La Cancoillotte, also the Drawing Room

La cancoillotte, when I first heard the word I thought it’s a type of dance maybe, or something old fashioned-yet-rather-fancy to wear. Now I assure you it’s something much more mundane, in fact, it is cheese. Or almost.

I remember when I moved to France people always were so thrilled, France! Of all countries, café and croissants in Paris or drinking rosé wine in an olive grove in Provence. Not Provence, I used to reply, but Province. Good old countryside, where people greet each other in the streets and where good people have a tidy garden and big geraniums in pots. Where lunch still is the most important meal of the day and cars without a trailer hitch don’t sell well.

This is the countryside with all its advantages and all its flaws. Where so many people left for the city as soon as they could. Where dirt on boots and wonky windows mean poverty. Where a modern shiny white kitchen with an inbuilt steamer is a thing. Where 16th century farmhouses are torn down, as happened in our old village, to make room for building prefabricated shoebox houses, presumably. With shiny withe kitchens and inbuilt steamers. And lawns so impeccable that one never gets one’s boots dirty.
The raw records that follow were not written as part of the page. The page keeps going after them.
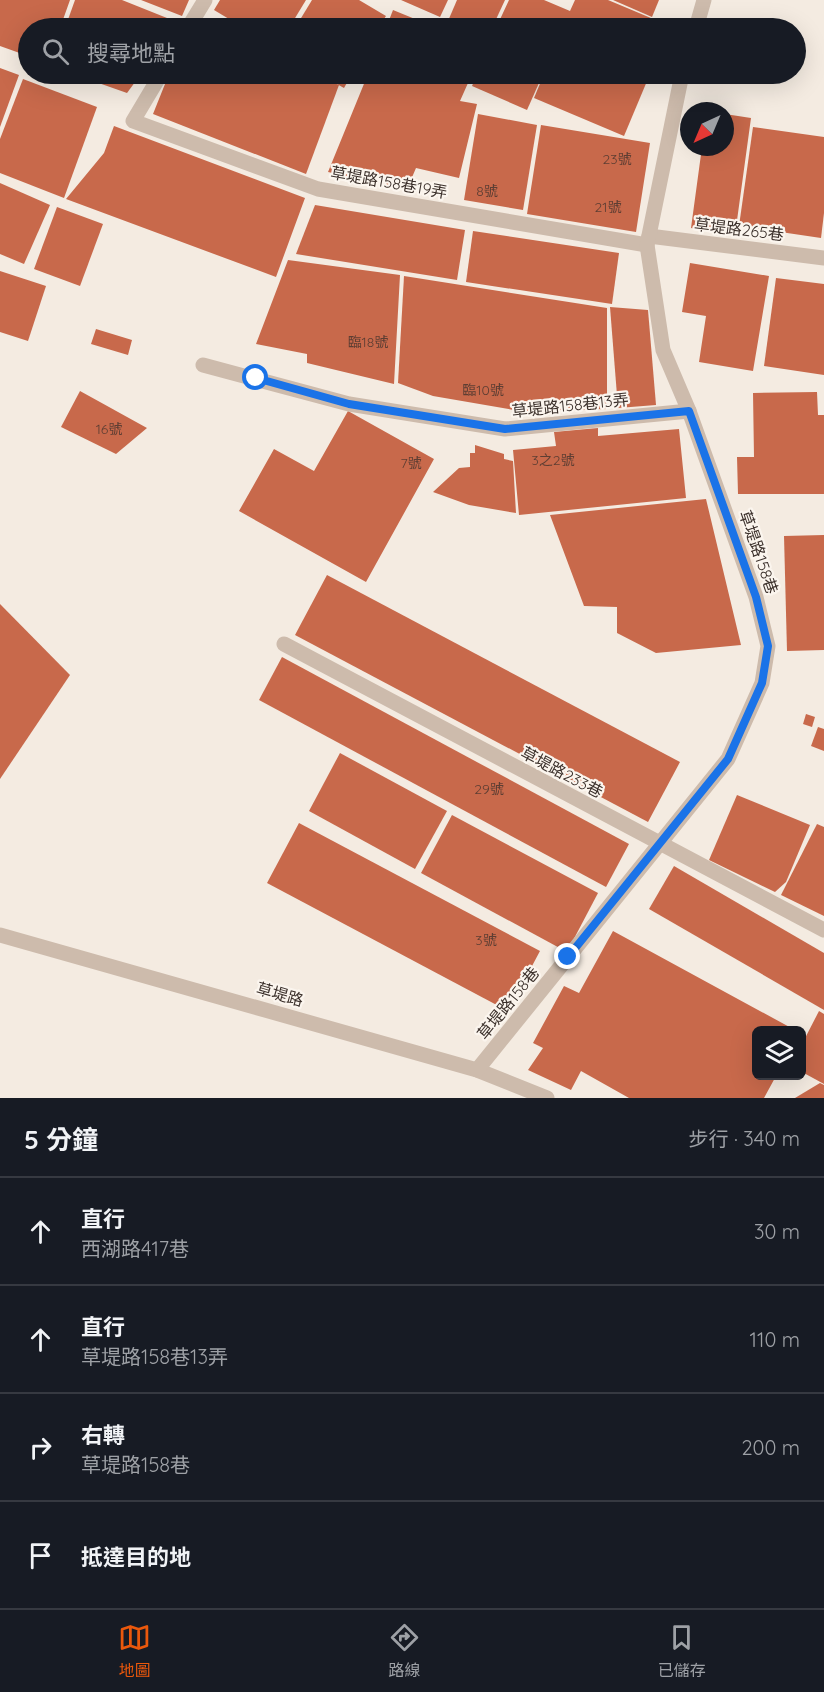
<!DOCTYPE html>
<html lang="zh-TW">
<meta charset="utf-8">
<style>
:root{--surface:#171b24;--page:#242831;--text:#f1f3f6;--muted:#9ea1a6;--line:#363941;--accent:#ea580c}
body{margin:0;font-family:Quicksand,"Noto Sans TC",sans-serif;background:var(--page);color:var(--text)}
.controls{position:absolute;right:18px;bottom:18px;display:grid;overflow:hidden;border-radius:9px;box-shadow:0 6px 24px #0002}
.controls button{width:54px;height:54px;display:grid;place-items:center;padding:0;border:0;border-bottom:2px solid var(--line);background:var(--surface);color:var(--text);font:30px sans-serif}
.compass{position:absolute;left:680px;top:102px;width:54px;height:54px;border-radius:50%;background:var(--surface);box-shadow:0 6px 24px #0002;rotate:224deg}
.stop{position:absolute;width:18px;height:18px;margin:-14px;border:4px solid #1a73e8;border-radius:50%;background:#fff}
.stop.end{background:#1a73e8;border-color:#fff;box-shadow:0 2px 6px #0008}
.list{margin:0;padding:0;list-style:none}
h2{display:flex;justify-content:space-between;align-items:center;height:78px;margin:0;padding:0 24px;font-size:26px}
h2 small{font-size:20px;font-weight:400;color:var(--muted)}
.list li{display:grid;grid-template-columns:39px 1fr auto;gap:18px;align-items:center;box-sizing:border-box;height:108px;padding:0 24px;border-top:2px solid var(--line)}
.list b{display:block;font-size:22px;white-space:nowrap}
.list p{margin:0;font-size:20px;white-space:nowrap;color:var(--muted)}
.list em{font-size:20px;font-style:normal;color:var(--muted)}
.icon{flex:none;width:33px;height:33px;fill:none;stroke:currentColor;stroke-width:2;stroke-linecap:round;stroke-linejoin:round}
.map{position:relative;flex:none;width:824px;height:1098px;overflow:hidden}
.search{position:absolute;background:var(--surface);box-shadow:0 6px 24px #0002;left:18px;right:18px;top:18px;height:66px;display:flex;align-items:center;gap:15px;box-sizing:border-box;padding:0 21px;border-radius:33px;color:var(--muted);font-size:22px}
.sheet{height:510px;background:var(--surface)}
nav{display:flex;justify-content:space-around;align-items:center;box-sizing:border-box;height:84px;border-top:2px solid var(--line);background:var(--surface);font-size:16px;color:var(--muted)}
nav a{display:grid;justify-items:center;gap:3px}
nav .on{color:var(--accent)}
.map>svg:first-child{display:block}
</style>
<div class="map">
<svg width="824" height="1098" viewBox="0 0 824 1098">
<rect width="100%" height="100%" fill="#f4ebe1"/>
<!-- building -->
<g fill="#c8694b">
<polygon points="0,0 70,0 60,28 28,28 28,56 0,46"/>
<polygon points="75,0 122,0 177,22 173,28 65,28"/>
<polygon points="141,0 189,0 182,16"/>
<polygon points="220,0 306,0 289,28 244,28 214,10"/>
<polygon points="312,0 359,0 386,16 378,28 295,28"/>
<polygon points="401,0 448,0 440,17"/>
<polygon points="457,0 505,0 492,28 465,28 448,21"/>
<polygon points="509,0 544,0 570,11 575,0 608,0 670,26 669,28 563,28 567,18 562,28 496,28"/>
<polygon points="613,0 659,0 652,17"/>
<polygon points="393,10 437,28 386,28"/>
<polygon points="0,68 19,75 0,127"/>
<polygon points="73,74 141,74 127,93"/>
<polygon points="169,74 313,74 339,85 306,174 153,114"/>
<polygon points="319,74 352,74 344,88"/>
<polygon points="368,74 472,74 460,101 477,104 459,178 416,168 407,189 328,172"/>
<polygon points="477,74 543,74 527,110 472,86"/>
<polygon points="544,74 650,74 624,136 534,98"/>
<polygon points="23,79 97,107 64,198 0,173 0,139"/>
<polygon points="478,114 537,125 523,210 464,200"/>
<polygon points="725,114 751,118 735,235 691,228 702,147 725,147"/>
<polygon points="541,125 650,143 636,232 527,214"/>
<polygon points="114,126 305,198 276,277 66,199 104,153"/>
<polygon points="753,127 824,137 824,213 821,238 739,226"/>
<polygon points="0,183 50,205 24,264 0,254"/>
<polygon points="315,205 465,230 457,280 296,254"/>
<polygon points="57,207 103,224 80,286 34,269"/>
<polygon points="473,231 619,253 612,304 466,282"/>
<polygon points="288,260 400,275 394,384 307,363 307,354 256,344"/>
<polygon points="690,263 769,276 753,371 699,362 706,316 682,312"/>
<polygon points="0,271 46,286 28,341 0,332"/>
<polygon points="404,276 607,308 607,409 520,411 433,396 398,383"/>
<polygon points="776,278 824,284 824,375 764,366"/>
<polygon points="610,307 648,310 656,405 618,408"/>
<polygon points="96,329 132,340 128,355 91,344"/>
<polygon points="80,391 147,428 116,454 61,427"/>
<polygon points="817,392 818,415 824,415 824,494 738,494 737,457 754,457 753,393"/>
<polygon points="348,411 434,459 366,582 239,511 274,449 314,471"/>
<polygon points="598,428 598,436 679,429 686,498 519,515 513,450 556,446 554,432"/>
<polygon points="475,445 504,454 504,459 513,461 516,513 469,505 433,492 459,468 470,467 470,453 475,453"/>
<polygon points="706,499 741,645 656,653 617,633 617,607 584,606 550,515"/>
<polygon points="824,535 824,650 787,651 784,536"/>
<polygon points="327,575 680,762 648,822 295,635"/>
<polygon points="0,604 70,675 0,779"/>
<polygon points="282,657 629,844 606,887 259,700"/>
<polygon points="806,714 815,717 812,727 803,724"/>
<polygon points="818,727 824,729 824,751 811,746"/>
<polygon points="340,753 447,811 415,869 309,811"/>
<polygon points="737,795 810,825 786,882 775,892 709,860"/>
<polygon points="452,815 598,893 567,952 421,873"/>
<polygon points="299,823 540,951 508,1011 267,883"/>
<polygon points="817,824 824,827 824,916 781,895"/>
<polygon points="674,866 824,953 824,1010 649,909"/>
<polygon points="613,931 795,1030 756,1030 756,1076 776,1076 764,1098 629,1098 581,1071 571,1090 528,1070 543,1048 533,1043 564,986 579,993"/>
<polygon points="819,1011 824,1014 824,1084 802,1072 802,1044"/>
<polygon points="820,1083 824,1085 824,1098 795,1098"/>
</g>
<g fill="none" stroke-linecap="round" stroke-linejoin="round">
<!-- minor -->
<g stroke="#cdbbac" stroke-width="15">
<polyline points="188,28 205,0"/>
<polyline points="696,28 704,0"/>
<polyline points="161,74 133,121 318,189 647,245"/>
<polyline points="649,236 824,258"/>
<polyline points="203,365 349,404 505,429 689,411"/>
<polyline points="284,644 824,930"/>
<polyline points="0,935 477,1070 547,1098"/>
<polyline points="477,1070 728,759 762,683 768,646 756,597 689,411 663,350 647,245 682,74"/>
</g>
</g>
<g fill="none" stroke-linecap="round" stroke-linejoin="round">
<!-- route -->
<polyline stroke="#1a73e8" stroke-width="8" points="256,378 349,404 505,429 689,411 756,597 768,646 762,683 728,759 568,957"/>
</g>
<g text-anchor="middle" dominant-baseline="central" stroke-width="4.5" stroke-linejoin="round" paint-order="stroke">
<!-- number labels -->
<g font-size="14" fill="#5e3e33">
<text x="617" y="159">23號</text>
<text x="487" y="191">8號</text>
<text x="608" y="207">21號</text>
<text x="368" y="342">臨18號</text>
<text x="483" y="390">臨10號</text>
<text x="109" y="429">16號</text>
<text x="553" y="460">3之2號</text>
<text x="411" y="463">7號</text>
<text x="489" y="789">29號</text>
<text x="486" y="940">3號</text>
</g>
<!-- street labels -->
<g font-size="16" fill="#3b302b" stroke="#fbf5ee">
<text transform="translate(389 182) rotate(10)">草堤路158巷19弄</text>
<text transform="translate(739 229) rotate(7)">草堤路265巷</text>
<text transform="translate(570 405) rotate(-6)">草堤路158巷13弄</text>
<text transform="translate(759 552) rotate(71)">草堤路158巷</text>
<text transform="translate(562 772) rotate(28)">草堤路233巷</text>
<text transform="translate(280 994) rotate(16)">草堤路</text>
<text transform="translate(508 1003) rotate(-51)">草堤路158巷</text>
</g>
</g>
</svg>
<div class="controls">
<button><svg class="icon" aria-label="layers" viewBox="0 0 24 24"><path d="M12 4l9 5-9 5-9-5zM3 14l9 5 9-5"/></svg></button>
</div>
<svg class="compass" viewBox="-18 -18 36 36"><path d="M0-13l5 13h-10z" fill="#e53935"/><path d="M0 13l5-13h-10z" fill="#9ea1a6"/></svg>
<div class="stop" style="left:256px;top:378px"></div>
<div class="stop end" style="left:568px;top:957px"></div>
<div class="search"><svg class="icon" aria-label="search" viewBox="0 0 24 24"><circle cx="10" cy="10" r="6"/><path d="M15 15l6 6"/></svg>搜尋地點</div>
</div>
<section class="sheet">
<h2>5 分鐘<small>步行 · 340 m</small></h2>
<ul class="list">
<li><svg class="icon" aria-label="ahead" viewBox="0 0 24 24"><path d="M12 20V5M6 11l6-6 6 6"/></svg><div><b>直行</b><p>西湖路417巷</p></div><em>30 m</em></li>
<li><svg class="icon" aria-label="ahead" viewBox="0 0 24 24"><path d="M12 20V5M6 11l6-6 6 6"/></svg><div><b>直行</b><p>草堤路158巷13弄</p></div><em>110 m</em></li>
<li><svg class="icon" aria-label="right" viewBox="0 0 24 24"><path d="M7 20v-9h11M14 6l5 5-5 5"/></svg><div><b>右轉</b><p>草堤路158巷</p></div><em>200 m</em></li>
<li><svg class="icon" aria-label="arrive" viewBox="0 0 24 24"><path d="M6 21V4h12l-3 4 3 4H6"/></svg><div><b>抵達目的地</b></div></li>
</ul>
</section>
<nav>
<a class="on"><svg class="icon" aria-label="map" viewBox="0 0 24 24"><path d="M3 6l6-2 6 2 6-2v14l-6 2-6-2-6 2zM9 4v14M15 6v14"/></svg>地圖</a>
<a><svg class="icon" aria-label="directions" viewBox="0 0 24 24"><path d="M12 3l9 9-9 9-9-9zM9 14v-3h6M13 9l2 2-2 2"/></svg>路線</a>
<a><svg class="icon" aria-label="saved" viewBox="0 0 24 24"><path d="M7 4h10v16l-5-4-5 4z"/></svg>已儲存</a>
</nav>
Yet there’s still no place I’d rather be. I also know I can’t stop time, and if people want modern they’ll do modern. Yet I can preserve what’s within my reach. And maybe, hopefully, inspire others to do the same. To cherish their heritage. The beautiful time-worn houses of their grandmothers. The hedgerows and orchards and dry stone walls. Their foods, foods like the cancoillotte.

This is a typical farmer’s dish, agriculture culture where nothing goes to waste. You’ll take the milk and skim off the cream to make butter from and crème fraiche, and you’re left with a lot of skimmed milk, probably more you can drink and make bread of and it will turn, and so you’ll make curd and let it dry so it keeps. And when you’re feeling like you could do with a pot of cancoillote you’ll take a cup of curd and melt it and you may add a little garlic and maybe a sip of Vin Jaune and there you go. It’s probably the unfanciest of all French dishes I admit. Yet what I call the queen of comfort food!

Also the drawing room, on a very other note, I’ve made some pictures for you now the furniture is in! I’m currently sewing the curtains and today we’ll get the big mirror I found through a very kind lady up on the mantle. Then I think that’s where we’ll leave it for the time being. We decided to keep the original plaster walls and some patches of the wall paper, creating a time-painted look rather than sleek newly painted walls. My husband thinks it’s a little wild but I rather like it!

What you’ll need

  • A pot of ready made cancoillotte (I checked, it’s possible to order it online outside France, though I admit at completely ridiculous prices but alas…)
  • A clove of fresh garlic
  • A sip (i.e. 4 cl) of Vin Jaune (I use a local version called “Cuvée des Archevêques” which is not a Vin Jaune in the sense of the rules but technically speaking the same make. You can get it here).
  • 200g of spring potatoes, the ones that are really small, they’re called “Grenailles” here
  • A bit of fresh farmer’s butter
  • If needed a pinch of fleur de sel

How to cook it

Cook the grenailles for about 15 minutes in water, no salt needed. At the same time warm the cancoillote with the garlic and the wine in a pot of simmering water (i.e. the “Bain Marie”, also about 15 minutes. Don’t crush the garlic, just peel it and remove the hard part at the bottom. When the potatoes are done drain them well and arrange in a shallow plate. Add a little butter and shake the plate a bit so the potatoes are glistening in fat. Then mix the cancoillotte and, if needed, add a little fleur de sel. Pour over the potatoes.

How to eat it

I like to crush my potatoes so to get the maximum concoillotte per potato, but you may as well cut them or eat them whole. As to wine, this is sturdy lands, an aged chardonnay will do well, or Vin Jaune. Also enjoy it a lot and I even heard that cancoillote is very very very healthy, so it’s really self care on every level, don’t you think?

6 thoughts on “La Cancoillotte, also the Drawing Room

  1. The patina on your walls is divine and couldn’t be replicated with all the money and artistry in the world. I love it.